Could you copy each line of the entries that contains "Solares"?

··· Data supplied ···

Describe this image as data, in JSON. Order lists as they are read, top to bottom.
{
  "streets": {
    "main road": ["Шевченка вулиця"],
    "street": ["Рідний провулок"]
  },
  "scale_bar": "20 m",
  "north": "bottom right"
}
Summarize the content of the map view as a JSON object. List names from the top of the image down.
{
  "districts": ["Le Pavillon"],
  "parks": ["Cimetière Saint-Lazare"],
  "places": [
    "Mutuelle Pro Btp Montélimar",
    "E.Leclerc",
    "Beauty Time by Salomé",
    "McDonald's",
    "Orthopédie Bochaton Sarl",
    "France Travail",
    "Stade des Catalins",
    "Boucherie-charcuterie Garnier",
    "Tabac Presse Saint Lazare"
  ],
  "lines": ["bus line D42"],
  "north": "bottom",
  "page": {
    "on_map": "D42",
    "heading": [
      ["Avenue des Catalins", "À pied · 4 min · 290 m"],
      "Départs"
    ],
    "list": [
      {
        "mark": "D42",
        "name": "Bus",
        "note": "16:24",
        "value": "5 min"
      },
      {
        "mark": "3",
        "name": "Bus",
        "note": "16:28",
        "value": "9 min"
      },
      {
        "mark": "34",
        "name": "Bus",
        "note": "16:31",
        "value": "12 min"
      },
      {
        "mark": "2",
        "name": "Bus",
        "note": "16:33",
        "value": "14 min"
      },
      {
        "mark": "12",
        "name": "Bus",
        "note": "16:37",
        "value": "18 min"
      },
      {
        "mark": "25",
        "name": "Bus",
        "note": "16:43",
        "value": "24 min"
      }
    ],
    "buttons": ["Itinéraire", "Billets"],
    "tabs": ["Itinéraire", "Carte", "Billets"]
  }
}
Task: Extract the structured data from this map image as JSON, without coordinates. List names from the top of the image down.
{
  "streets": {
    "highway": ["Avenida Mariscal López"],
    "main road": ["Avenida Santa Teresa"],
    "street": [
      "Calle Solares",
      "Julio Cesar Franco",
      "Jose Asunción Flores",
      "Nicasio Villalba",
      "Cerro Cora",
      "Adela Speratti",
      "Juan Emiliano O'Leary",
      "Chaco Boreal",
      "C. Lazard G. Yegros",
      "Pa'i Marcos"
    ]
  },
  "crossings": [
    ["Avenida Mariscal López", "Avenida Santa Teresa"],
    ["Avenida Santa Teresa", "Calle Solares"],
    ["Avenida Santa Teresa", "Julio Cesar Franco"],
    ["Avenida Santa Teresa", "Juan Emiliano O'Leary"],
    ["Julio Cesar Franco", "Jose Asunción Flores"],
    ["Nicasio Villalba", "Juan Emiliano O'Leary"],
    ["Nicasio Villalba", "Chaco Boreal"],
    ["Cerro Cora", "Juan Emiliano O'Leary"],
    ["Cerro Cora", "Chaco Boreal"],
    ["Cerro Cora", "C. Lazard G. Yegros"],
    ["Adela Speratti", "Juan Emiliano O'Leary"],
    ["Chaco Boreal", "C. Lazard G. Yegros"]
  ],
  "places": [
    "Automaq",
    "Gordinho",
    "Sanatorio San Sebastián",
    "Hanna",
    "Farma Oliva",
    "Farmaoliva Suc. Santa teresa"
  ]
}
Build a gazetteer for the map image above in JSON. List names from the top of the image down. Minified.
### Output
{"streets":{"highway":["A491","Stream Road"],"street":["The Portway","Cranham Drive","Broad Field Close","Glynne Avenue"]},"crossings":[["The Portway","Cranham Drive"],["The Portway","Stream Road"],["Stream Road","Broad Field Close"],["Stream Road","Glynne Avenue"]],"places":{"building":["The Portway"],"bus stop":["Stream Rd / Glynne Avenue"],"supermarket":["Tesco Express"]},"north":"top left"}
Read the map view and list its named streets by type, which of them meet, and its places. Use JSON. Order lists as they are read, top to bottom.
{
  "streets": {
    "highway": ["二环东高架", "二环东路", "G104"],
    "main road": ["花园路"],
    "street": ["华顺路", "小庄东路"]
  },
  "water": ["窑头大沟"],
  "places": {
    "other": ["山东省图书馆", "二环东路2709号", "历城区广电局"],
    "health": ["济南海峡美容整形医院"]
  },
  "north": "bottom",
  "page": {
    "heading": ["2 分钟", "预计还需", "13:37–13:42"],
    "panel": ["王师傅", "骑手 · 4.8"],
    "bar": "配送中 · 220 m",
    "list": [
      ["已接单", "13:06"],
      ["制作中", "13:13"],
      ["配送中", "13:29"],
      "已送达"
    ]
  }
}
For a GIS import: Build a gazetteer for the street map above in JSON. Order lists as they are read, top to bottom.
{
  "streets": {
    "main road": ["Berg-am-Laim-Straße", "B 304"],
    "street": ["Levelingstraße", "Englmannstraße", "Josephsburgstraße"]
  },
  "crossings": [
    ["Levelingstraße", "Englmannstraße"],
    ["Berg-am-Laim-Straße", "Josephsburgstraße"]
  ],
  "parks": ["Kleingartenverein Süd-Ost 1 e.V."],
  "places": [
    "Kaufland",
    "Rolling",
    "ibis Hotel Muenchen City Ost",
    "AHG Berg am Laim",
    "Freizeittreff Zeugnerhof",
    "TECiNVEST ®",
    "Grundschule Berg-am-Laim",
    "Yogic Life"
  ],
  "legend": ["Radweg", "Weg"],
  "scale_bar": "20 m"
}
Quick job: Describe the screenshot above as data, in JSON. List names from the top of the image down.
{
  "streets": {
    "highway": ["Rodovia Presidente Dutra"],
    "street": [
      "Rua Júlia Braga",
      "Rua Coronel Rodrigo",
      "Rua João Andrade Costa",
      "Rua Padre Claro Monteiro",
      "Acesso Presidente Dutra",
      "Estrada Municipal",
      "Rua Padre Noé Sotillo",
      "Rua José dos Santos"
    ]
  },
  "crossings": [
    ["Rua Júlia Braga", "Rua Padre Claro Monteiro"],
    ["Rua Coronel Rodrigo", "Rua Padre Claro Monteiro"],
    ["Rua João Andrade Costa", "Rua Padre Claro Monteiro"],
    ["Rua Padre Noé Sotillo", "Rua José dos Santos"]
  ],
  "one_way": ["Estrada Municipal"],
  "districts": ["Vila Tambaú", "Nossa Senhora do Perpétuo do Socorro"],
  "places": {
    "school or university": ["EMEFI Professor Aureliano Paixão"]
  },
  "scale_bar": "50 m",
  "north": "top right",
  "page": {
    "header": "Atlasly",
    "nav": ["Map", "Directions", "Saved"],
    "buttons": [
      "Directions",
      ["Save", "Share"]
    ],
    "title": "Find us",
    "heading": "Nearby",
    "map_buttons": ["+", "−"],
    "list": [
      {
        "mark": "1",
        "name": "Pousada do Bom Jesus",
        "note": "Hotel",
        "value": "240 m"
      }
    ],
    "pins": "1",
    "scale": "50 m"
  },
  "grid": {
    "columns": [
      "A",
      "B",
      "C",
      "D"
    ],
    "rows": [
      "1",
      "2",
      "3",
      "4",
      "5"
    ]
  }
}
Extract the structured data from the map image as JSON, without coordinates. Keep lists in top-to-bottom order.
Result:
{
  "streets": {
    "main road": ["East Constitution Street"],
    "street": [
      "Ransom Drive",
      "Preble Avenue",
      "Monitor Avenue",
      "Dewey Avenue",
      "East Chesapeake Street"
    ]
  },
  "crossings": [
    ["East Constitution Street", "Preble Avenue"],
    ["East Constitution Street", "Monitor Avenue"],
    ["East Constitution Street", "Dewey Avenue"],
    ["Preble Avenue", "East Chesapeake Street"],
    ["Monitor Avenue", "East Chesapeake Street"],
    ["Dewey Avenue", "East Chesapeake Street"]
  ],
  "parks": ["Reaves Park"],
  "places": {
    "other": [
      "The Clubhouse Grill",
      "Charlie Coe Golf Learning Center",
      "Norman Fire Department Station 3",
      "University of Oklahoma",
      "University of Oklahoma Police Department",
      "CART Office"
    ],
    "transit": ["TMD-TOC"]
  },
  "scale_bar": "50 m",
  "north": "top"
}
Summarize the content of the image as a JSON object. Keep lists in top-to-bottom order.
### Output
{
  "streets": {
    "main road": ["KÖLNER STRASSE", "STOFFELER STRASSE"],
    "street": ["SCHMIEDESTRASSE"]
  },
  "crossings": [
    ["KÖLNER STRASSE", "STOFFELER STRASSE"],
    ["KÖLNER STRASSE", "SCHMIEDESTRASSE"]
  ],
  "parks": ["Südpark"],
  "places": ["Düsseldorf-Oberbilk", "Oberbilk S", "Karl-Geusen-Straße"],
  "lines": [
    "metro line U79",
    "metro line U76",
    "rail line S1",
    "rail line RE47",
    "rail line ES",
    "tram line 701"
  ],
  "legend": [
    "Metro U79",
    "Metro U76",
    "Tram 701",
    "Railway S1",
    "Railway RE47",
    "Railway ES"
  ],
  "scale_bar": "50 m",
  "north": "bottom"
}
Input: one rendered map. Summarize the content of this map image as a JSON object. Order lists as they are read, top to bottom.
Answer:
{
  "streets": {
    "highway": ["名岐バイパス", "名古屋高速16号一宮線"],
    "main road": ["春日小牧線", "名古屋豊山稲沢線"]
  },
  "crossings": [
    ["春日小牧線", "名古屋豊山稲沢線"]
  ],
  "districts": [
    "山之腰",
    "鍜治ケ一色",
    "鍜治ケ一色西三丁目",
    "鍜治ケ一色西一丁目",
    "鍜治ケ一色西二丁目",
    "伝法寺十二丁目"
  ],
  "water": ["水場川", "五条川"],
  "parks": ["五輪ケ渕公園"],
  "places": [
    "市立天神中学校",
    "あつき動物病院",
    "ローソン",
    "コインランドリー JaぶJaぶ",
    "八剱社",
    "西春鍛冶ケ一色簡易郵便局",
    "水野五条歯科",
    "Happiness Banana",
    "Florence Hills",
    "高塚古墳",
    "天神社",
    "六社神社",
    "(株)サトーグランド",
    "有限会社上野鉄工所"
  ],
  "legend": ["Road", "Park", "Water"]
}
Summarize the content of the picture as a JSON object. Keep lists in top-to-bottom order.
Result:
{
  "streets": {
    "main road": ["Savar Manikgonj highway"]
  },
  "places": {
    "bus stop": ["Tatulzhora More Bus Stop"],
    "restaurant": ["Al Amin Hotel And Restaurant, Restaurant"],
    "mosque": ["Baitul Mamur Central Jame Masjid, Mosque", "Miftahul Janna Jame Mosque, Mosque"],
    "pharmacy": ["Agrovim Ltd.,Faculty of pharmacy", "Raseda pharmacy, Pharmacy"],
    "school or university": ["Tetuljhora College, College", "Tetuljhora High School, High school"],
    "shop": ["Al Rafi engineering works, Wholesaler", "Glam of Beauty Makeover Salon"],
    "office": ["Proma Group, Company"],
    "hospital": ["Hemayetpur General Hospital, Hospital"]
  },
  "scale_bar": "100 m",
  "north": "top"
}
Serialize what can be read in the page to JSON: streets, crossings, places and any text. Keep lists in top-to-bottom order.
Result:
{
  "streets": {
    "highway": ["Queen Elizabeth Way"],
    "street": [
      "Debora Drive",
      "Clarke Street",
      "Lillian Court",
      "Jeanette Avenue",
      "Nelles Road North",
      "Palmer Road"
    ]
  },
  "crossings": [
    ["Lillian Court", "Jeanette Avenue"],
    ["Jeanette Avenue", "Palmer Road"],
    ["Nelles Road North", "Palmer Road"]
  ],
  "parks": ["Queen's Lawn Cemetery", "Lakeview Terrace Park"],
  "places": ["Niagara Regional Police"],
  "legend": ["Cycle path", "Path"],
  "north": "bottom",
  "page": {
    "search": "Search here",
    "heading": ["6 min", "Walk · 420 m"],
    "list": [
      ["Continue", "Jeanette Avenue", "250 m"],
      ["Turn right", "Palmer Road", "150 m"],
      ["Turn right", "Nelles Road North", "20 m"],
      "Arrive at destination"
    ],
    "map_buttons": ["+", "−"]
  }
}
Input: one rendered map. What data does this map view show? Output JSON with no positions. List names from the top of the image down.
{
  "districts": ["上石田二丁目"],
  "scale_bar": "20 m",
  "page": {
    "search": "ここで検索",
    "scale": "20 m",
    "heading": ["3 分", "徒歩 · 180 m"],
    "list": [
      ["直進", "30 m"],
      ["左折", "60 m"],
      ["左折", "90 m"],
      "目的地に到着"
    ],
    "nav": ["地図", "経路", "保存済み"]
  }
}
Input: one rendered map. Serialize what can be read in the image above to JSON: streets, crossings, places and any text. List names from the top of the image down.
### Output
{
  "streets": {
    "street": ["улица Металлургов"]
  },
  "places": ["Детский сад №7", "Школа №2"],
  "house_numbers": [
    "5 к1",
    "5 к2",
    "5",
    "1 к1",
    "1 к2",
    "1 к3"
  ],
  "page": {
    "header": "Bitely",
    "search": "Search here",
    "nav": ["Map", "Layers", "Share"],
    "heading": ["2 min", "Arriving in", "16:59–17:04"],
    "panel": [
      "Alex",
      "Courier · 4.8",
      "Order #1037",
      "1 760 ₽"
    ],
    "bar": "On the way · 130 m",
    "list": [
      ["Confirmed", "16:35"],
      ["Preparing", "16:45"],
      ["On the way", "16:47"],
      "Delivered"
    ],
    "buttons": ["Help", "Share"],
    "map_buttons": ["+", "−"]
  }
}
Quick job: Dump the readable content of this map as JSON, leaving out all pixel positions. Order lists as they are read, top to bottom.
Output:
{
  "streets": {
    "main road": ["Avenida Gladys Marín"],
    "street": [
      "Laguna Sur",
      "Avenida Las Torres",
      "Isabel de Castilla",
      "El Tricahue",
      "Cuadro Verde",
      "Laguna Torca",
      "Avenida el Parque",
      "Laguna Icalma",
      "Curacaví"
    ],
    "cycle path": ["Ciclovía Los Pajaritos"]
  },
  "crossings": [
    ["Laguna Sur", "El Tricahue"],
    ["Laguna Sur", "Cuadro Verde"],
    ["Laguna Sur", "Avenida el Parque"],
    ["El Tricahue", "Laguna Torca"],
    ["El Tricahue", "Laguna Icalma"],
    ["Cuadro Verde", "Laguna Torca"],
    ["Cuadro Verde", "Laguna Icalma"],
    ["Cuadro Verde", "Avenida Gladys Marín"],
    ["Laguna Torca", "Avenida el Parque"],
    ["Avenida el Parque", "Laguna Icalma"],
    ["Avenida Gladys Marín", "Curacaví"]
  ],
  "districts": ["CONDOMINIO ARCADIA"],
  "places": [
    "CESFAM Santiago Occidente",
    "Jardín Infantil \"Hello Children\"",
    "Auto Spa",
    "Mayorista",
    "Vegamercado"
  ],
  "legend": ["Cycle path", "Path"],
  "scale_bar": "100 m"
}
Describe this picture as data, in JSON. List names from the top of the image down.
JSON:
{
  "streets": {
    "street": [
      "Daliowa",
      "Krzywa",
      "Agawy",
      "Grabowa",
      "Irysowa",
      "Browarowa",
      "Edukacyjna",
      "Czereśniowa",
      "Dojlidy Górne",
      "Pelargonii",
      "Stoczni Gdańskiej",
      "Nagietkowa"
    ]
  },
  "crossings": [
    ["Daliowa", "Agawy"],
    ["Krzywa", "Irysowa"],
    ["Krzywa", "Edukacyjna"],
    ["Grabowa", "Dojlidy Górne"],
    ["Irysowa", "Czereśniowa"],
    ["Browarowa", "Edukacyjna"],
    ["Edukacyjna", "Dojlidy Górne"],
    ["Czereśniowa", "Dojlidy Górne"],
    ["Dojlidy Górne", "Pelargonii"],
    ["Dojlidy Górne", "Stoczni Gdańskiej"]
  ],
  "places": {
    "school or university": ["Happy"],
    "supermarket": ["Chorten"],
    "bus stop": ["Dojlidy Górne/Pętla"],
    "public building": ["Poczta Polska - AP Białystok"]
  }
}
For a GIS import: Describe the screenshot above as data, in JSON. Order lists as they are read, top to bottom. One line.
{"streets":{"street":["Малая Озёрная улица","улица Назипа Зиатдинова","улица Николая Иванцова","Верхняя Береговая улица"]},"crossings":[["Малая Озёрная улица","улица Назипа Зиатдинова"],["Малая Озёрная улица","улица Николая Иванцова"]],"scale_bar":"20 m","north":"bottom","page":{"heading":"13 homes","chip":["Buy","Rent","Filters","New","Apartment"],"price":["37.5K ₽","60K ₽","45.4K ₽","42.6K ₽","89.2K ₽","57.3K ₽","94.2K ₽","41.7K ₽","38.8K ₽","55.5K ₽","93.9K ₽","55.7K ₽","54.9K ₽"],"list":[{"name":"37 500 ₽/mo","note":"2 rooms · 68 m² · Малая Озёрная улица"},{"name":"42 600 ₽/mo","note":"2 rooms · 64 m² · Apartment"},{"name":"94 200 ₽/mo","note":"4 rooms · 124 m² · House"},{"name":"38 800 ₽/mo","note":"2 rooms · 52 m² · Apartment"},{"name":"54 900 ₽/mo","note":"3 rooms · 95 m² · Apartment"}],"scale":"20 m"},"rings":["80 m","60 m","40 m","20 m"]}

···

§ Answer to the exercise
      "Calle Solares",
    ["Avenida Santa Teresa", "Calle Solares"],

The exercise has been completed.